WHAT YOU NEED TO DO: Every entry should come back exactly as written, minus the pictures.

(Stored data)

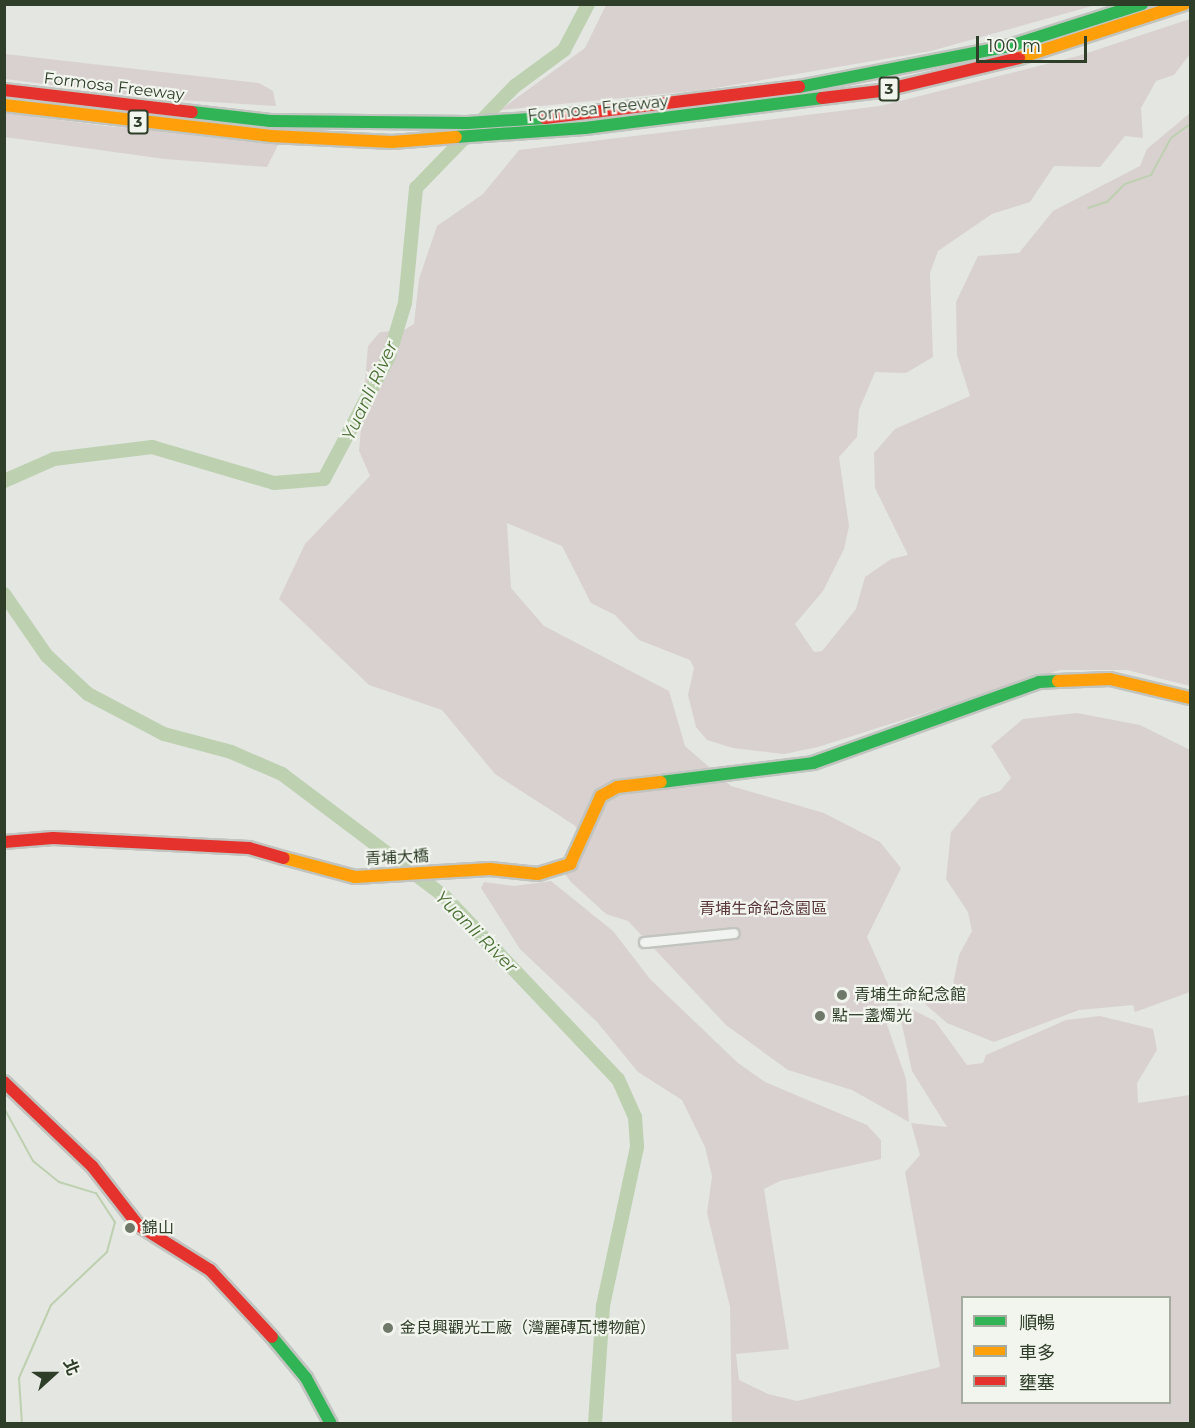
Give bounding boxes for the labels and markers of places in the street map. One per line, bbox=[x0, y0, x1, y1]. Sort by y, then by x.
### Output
place label: 青埔生命紀念館 bbox=[854, 985, 966, 1005]
marker: 青埔生命紀念館 bbox=[835, 988, 849, 1002]
place label: 點一盞燭光 bbox=[832, 1006, 912, 1026]
marker: 點一盞燭光 bbox=[813, 1009, 827, 1023]
place label: 錦山 bbox=[142, 1218, 174, 1238]
marker: 錦山 bbox=[123, 1221, 137, 1235]
place label: 金良興觀光工廠（灣麗磚瓦博物館） bbox=[400, 1318, 656, 1338]
marker: 金良興觀光工廠（灣麗磚瓦博物館） bbox=[381, 1321, 395, 1335]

ANSWER TO THE EXERCISE:
Give bounding boxes for the labels and markers of places in the street map. One per line, bbox=[x0, y0, x1, y1]. Sort by y, then by x.
### Output
place label: 青埔生命紀念館 bbox=[854, 985, 966, 1005]
marker: 青埔生命紀念館 bbox=[835, 988, 849, 1002]
place label: 點一盞燭光 bbox=[832, 1006, 912, 1026]
marker: 點一盞燭光 bbox=[813, 1009, 827, 1023]
place label: 錦山 bbox=[142, 1218, 174, 1238]
marker: 錦山 bbox=[123, 1221, 137, 1235]
place label: 金良興觀光工廠（灣麗磚瓦博物館） bbox=[400, 1318, 656, 1338]
marker: 金良興觀光工廠（灣麗磚瓦博物館） bbox=[381, 1321, 395, 1335]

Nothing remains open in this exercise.